In this administrative case, the patentee, a Canadian citizen, alleged that the respondent was selling "bathtub chairs" infringing his design patent on a famous e-platform. The patentee requested an immediate order to cease manufacturing, selling, and offering for sale of the infringing products.
The AMR, based on the existing evidence provided by the applicant, as well as the preliminary investigation carried out by itself, issued an administrative injunction ex officio, ordering the respondent to cease the infringing acts instantly. The AMR, in the subsequent substantive proceedings, determined in the administrative ruling that the respondent had infringed the applicant's design patent.
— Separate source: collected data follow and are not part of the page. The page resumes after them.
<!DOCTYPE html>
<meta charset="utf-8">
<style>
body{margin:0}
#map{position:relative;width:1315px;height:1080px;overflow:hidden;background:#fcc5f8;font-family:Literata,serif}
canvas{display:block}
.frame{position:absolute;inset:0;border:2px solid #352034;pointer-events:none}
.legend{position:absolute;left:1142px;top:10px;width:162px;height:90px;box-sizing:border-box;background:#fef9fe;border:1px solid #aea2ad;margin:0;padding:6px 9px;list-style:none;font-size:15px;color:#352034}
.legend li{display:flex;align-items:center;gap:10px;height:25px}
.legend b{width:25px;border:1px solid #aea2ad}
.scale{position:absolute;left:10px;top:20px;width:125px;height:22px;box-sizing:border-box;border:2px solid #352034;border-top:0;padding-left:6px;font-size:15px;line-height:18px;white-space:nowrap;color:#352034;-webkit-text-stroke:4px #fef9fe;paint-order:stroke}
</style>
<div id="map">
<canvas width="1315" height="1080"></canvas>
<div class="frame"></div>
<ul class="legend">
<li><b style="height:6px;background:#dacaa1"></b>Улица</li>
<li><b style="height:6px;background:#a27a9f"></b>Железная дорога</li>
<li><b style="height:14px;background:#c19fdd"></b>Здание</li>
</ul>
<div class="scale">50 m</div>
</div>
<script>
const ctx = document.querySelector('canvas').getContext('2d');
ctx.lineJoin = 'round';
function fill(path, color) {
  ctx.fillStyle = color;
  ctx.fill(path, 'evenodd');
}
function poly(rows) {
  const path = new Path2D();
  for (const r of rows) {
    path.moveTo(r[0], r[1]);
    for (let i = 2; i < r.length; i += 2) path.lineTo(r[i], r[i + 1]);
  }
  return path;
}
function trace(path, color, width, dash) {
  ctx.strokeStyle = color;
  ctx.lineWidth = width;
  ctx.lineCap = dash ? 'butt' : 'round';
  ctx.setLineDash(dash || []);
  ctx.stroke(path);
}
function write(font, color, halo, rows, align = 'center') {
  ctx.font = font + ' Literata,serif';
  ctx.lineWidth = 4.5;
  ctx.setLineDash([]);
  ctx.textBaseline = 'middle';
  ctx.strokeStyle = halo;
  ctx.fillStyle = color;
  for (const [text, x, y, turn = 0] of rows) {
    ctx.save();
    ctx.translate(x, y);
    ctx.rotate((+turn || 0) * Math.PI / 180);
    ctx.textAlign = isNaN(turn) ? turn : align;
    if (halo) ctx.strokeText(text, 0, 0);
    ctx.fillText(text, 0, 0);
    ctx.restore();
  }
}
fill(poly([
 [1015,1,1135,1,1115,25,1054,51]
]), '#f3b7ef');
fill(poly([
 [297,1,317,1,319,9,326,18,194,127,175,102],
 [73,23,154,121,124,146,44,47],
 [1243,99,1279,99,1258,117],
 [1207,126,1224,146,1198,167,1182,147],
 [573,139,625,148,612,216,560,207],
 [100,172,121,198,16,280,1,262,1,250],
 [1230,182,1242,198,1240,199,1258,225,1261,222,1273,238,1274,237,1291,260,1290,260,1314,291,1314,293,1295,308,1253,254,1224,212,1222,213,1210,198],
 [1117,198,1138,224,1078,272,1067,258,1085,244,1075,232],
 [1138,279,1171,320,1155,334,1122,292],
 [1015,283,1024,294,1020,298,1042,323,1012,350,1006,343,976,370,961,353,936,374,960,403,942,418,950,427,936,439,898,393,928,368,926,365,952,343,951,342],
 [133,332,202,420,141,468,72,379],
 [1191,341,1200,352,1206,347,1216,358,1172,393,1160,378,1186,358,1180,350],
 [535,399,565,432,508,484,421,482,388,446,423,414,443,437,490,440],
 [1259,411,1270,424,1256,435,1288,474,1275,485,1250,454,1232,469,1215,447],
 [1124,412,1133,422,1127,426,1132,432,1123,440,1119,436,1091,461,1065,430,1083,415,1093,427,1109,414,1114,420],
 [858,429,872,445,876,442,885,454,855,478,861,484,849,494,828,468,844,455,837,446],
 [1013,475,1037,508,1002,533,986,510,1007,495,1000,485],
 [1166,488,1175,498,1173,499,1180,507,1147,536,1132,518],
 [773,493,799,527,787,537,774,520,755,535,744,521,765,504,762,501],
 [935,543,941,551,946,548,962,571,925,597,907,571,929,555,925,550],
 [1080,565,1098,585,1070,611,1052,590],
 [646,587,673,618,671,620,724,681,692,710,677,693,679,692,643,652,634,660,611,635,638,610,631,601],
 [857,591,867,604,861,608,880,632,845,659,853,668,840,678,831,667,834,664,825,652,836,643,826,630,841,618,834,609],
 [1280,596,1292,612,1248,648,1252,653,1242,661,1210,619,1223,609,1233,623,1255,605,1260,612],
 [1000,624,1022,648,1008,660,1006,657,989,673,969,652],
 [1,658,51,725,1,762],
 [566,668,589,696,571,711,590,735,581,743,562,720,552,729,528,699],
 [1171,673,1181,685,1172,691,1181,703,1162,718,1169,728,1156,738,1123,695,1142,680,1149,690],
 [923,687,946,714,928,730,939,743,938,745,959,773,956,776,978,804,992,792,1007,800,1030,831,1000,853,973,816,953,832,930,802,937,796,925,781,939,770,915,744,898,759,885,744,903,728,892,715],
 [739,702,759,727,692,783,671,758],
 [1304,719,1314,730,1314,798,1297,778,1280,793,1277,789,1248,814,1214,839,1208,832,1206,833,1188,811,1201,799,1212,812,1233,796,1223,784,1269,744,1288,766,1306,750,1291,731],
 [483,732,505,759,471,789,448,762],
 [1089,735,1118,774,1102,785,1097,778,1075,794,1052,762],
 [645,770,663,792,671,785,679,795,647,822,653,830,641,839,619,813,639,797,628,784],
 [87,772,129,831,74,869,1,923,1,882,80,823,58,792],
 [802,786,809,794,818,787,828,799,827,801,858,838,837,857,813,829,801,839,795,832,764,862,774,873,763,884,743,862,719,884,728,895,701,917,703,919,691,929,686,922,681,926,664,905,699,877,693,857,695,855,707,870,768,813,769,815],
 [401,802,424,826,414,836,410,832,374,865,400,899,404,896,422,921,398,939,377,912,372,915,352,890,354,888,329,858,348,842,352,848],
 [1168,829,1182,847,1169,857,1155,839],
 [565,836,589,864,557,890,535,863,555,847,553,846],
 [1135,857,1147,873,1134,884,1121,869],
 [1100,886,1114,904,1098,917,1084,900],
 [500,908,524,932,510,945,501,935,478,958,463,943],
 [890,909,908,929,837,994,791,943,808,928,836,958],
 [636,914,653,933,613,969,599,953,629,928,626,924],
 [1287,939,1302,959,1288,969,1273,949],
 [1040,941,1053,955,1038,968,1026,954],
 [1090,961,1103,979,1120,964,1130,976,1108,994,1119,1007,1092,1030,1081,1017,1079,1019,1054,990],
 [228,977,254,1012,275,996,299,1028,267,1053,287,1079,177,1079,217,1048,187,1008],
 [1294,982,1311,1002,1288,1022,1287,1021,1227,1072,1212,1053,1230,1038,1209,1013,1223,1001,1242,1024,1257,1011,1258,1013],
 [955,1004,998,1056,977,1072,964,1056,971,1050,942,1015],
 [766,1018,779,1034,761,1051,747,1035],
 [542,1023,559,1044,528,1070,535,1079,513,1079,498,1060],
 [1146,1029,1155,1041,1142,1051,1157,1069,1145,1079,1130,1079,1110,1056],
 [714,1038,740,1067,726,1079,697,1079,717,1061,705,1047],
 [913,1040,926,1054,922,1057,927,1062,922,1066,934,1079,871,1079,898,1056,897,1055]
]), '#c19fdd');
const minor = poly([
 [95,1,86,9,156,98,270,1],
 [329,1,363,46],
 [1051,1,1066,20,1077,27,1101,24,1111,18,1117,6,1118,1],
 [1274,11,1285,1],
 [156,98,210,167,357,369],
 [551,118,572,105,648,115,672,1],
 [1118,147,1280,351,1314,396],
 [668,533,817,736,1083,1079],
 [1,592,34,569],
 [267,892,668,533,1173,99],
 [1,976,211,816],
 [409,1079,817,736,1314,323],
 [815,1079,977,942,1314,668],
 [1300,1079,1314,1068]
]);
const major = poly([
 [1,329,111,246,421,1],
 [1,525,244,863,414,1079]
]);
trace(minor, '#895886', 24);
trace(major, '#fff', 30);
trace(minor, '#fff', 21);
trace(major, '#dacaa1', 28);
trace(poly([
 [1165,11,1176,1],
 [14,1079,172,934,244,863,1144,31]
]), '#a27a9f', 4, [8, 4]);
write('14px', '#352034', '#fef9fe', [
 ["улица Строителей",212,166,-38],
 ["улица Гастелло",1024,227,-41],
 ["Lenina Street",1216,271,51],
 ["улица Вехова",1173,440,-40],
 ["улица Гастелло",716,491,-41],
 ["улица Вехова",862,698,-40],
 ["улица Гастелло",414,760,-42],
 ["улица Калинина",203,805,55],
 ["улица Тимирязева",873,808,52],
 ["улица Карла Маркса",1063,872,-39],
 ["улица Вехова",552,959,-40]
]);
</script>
3. Implications for IP owners in China
(1) Expedite the cessation of infringing activities
The development of act preservation orders provides rights holders with the means to swiftly undertake measures to halt ongoing acts of IP infringement. Through the pursuit of act preservation orders or administrative interim injunctions, rights holders can effectively mitigate the perpetuation of harm to their interests resulting from IP infringement.
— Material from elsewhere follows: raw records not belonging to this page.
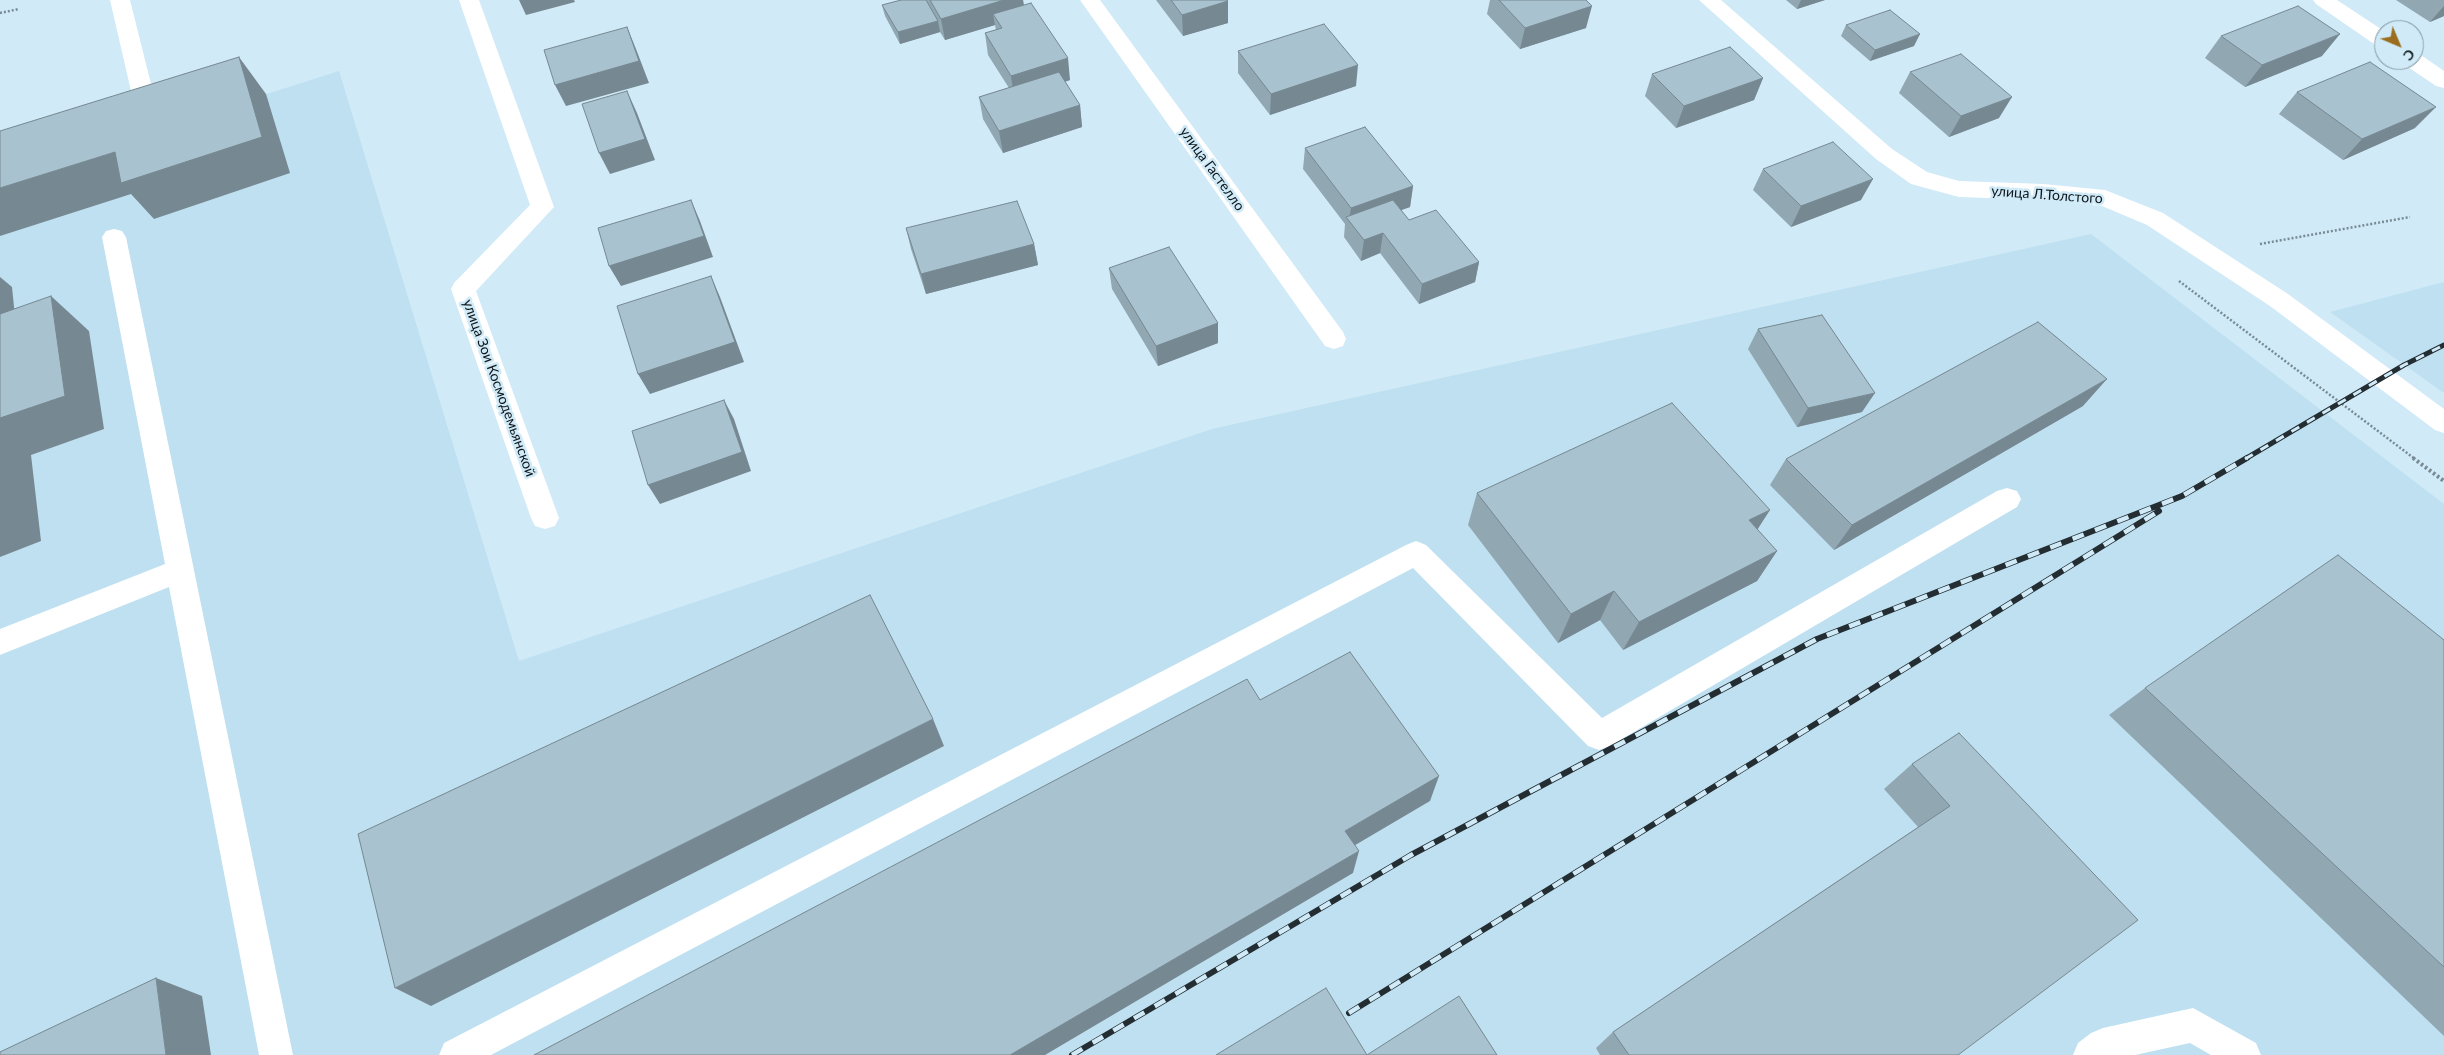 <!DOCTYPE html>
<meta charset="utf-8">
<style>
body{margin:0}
#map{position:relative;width:2444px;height:1055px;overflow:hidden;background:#d0eaf7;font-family:Lato,sans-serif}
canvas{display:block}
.north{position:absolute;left:2374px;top:20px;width:50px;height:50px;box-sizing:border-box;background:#d0eaf7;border:1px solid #82959f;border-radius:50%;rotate:135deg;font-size:14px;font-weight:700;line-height:20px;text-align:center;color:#0d161a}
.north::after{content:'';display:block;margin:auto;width:18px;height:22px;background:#9b6d1e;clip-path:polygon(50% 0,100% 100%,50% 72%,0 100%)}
</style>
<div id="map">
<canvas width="2444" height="1055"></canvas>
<div class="north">С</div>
</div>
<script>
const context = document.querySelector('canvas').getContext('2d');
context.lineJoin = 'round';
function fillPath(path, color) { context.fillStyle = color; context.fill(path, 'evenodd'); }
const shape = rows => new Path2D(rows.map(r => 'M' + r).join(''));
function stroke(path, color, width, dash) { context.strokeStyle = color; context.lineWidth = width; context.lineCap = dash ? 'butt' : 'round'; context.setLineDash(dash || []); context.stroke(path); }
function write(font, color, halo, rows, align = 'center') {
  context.font = font + ' Lato,sans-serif'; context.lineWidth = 5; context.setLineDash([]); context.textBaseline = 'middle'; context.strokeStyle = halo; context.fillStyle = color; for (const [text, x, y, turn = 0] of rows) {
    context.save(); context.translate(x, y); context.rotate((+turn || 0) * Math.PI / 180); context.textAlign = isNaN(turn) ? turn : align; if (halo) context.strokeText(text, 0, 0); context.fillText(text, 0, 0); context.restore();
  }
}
fillPath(shape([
 [339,71,519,661,1212,429,2091,234,2444,504,2444,1055,0,1055,0,179],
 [2444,282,2444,393,2330,312]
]), '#bee0f1');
stroke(shape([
 [0,13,19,9],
 [2260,244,2410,217],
 [2179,281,2415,459]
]), '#788b94', 2.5, [2, 2]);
stroke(shape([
 [2413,458,2444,481]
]), '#788b94', 4, [2.5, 2.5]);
fillPath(shape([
 [110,0,130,0,156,104,153,109,145,111,137,109,134,104,110,0],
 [114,229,122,231,126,237,293,1055,259,1055,169,587,0,655,0,629,165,564,102,237,106,231,114,229],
 [2007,488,2017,491,2021,499,2017,507,1610,746,1599,750,1588,746,1413,568,491,1055,439,1055,444,1043,1406,545,1416,541,1426,545,1602,718,1997,491,2007,488],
 [2193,1008,2256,1043,2261,1055,2211,1055,2190,1043,2135,1055,2073,1055,2078,1043,2091,1033,2103,1028,2193,1008]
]), '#fff');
fillPath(shape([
 [459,0,479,0,554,207,476,291,559,518,555,526,545,529,535,526,531,518,451,289,454,283,530,205,459,0],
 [1080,0,1100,0,1343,332,1346,339,1343,346,1334,349,1325,346,1080,0],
 [1699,0,1721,0,1892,149,1927,172,1959,181,2044,184,2105,190,2163,213,2288,294,2444,409,2444,433,2435,430,2270,306,2147,225,2102,206,2044,200,1959,197,1911,184,1876,159,1699,0],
 [2313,0,2337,0,2384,31,2384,48,2377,46,2316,4,2313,0],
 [2414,53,2421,55,2444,71,2444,88,2436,86,2405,65,2402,60,2414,60,2414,53]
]), '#fff');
const railFar1 = shape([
 [2245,459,2404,365,2444,345]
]);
const rail = shape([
 [1349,1013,2159,511],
 [1072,1055,1411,855,1817,639,2182,496,2247,458]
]);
stroke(railFar1, '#232d32', 5);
stroke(rail, '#232d32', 6);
stroke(railFar1, '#d0eaf7', 3, [9]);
stroke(rail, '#d0eaf7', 4.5, [12]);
fillPath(shape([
 [901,0,1023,0,1024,5,1070,80,1065,82,1080,105,1082,127,1003,153,983,119,979,97,1009,88,988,55,985,33,996,30,995,25,945,40,940,32,900,44,885,16,882,5],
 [1156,0,1227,0,1228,1,1228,23,1183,36],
 [1490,0,1586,0,1586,28,1520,49,1487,14],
 [1786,0,1825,0,1797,9],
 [2396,0,2444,0,2444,16,2430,22],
 [1846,25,1914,46,1870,61,1841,36],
 [2221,36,2322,56,2245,87,2205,58],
 [1238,51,1356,86,1270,115,1238,73],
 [1910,72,1999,118,1949,137,1899,93],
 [1652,74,1763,78,1754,100,1676,128,1645,96],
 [2297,92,2415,128,2343,160,2279,114],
 [1305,148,1413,186,1410,207,1401,210,1409,220,1479,262,1475,282,1419,304,1380,253,1361,261,1344,237,1345,224,1303,169],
 [1763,169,1861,200,1791,227,1753,190],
 [906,228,1034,244,1038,265,926,294,911,249],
 [1109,268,1218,323,1218,343,1158,366,1112,289],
 [1758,329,1862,412,1797,427,1748,349],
 [2083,406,1834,550,1770,485,1786,459],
 [1477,493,1757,530,1777,551,1757,581,1623,650,1600,620,1558,643,1468,525],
 [2444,640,2444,1036,2109,715,2145,688],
 [1959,733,1958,1055,1600,1055,1596,1048,1613,1032,1918,827,1884,789,1912,764]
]), '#91a7b2');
fillPath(shape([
 [519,0,574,0,575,2,526,15],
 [1004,0,1023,0,1025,16,993,14,995,25,945,40,941,19],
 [1801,0,1825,0,1797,9],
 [1228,1,1228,23,1183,36,1182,15],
 [1592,6,1586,28,1520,49,1525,28],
 [2444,6,2444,16,2430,22],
 [938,21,940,32,900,44,898,32],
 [627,27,636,49,649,83,566,106,555,85],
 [1920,34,1914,46,1870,61,1875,50],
 [2340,34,2322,56,2245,87,2262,65],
 [239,57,266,94,290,173,154,219,131,194,0,236,0,188,115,152],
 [1068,58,1070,80,1014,97,1011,76],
 [1358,65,1356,86,1270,115,1271,94],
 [1763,78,1754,100,1676,128,1684,106],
 [627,91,637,113,655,160,610,174,599,153],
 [2012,97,1999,118,1949,137,1961,116],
 [1080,105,1082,127,1003,153,999,131],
 [2436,107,2415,128,2343,160,2362,139],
 [1873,179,1861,200,1791,227,1801,206],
 [1413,186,1410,207,1354,227,1349,221,1351,208],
 [691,200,700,221,713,257,621,286,609,266],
 [1383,233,1380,253,1361,261,1364,240],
 [1034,244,1038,265,926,294,921,274],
 [1479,262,1475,282,1419,304,1422,284],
 [711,276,720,297,744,362,650,394,638,374],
 [0,277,12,287,19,356,0,339],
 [51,296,89,331,104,429,31,455,41,541,0,557,0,418],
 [1218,323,1218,343,1158,366,1156,346],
 [2107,379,2083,406,1834,550,1852,525],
 [1875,393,1862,412,1797,427,1808,408],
 [724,400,734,419,751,471,660,504,648,485],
 [1770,510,1750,541,1749,520],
 [1777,551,1757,581,1623,650,1639,622],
 [1614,591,1600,620,1558,643,1571,614],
 [933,719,944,746,431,1006,395,988],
 [1439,776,1430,801,1340,854,1345,831],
 [1359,851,1353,873,1045,1055,1010,1055],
 [156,978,202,996,211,1055,166,1055]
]), '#768891');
const building = shape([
 [901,0,926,0,938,21,898,32,882,5,901,0],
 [930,0,1004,0,941,19,930,0],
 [1171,0,1227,0,1228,1,1182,15,1171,0],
 [1499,0,1586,0,1592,6,1525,28,1499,0],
 [1031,3,1068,58,1011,76,985,33,1002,28,993,14,1031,3],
 [2298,6,2340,34,2262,65,2221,36,2298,6],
 [1890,10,1920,34,1875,50,1846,25,1890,10],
 [1324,24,1358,65,1271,94,1238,51,1324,24],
 [627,27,639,61,555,85,544,50,627,27],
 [1730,47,1763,78,1684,106,1652,74,1730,47],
 [1961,54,2012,97,1961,116,1910,72,1961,54],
 [239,57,262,137,121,183,115,152,0,188,0,131,239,57],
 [2370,62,2436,107,2362,139,2297,92,2370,62],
 [1059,72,1080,105,999,131,979,97,1059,72],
 [627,91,645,139,599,153,582,104,627,91],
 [1365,127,1413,186,1351,208,1305,148,1365,127],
 [1833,142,1873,179,1801,206,1763,169,1833,142],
 [691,200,704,236,609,266,598,228,691,200],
 [1393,200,1409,220,1436,210,1479,262,1422,284,1383,233,1364,240,1346,217,1393,200],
 [1017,201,1034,244,921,274,906,228,1017,201],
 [1169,247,1218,323,1156,346,1109,268,1169,247],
 [711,276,735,342,638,374,617,306,711,276],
 [51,296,65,396,0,418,0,314,51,296],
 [1822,315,1875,393,1808,408,1758,329,1822,315],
 [2038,322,2107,379,1852,525,1786,459,2038,322],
 [724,400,742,452,648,485,632,431,724,400],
 [1672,403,1770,510,1749,520,1777,551,1639,622,1614,591,1571,614,1477,493,1672,403],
 [2338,555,2444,640,2444,967,2145,688,2338,555],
 [870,595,933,719,395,988,358,834,870,595],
 [1350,652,1439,776,1345,831,1359,851,1010,1055,534,1055,1247,679,1260,700,1350,652],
 [1959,733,2138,920,1958,1055,1629,1055,1613,1032,1950,806,1912,764,1959,733],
 [156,978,166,1055,0,1055,0,1052,156,978],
 [1326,988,1367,1055,1459,996,1497,1055,1216,1055,1326,988]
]);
fillPath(building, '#a9c2cf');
stroke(building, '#768891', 1);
write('14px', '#0d161a', '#d0eaf7', [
 ["улица Гастелло",1212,169,54],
 ["улица Л.Толстого",2047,195,4],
 ["улица Зои Космодемьянской",499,388,70]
]);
</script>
It is of importance for rights holders to promptly collaborate with proficient legal practitioners to comprehend the requisites and protocols governing the application process for act preservation orders, so as to be able to react quickly in the event of an IP infringement.
(2) Proper management of relevant evidence
Applications for act preservation orders commonly necessitate rights holders to furnish substantial evidence and information substantiating their claims. Consequently, it is imperative for rights holders to adeptly gather and preserve pertinent evidence, encompassing IP certificates such as patents, trademarks, or copyrights, alongside evidence attesting to the popularity of the brand, sales data pertaining to the purportedly infringing products, communication records with online platforms and/or alleged infringers, and other relevant documentation.
The meticulous preservation of evidence plays a pivotal role in fortifying the grounds for the application and enhancing the prospects of a favourable outcome.
(3) Strengthening IP management and monitoring
Rights holders should bolster their management and surveillance of IP rights. This entails conducting regular assessments and updates of their IPR portfolio to ensure the efficacy and breadth of protection.
Additionally, proactive market monitoring should be undertaken, coupled with fostering close relationships with pertinent industries and organisations to acquire timely intelligence on infringements and facilitate swift response measures to safeguard the IP rights.
Based on the foregoing, the development of interim injunction (in various forms) in China has bestowed upon IP owners a more formidable instrument for asserting their IP rights. Looking forward, it is foreseeable that the utilisation of interim injunction as a deterrent against online IP infringements will persistently progress in China. As a result, we shall remain diligently attentive to the forthcoming trends and fluctuations within the intricate framework of IP protection in China.
For more information, or to discuss any of the points raised in this article, contact Ivy Liang.
 The Provisions set out below factors that should be satisfied for granting an act preservation order:
(a) whether the applicant's request has factual basis and legal basis (i.e. the factor of likelihood of success on the merits);
(b) whether the failure to grant such an order will cause the legitimate rights and interests of the applicant to suffer irreparable damage or will cause difficulty in enforcement of the court's substantive ruling (i.e. the factor or irrevocable damage);
(c) whether the damage suffered by the applicant as a result of the failure to enforce the order will exceed the damage suffered by the respondent as a result of enforcement of order (i.e. the factor of balance of interests);
(d) whether the enforcement of order will compromise public interest (i.e. the factor of public interest); and,
(e) any other factors to be considered.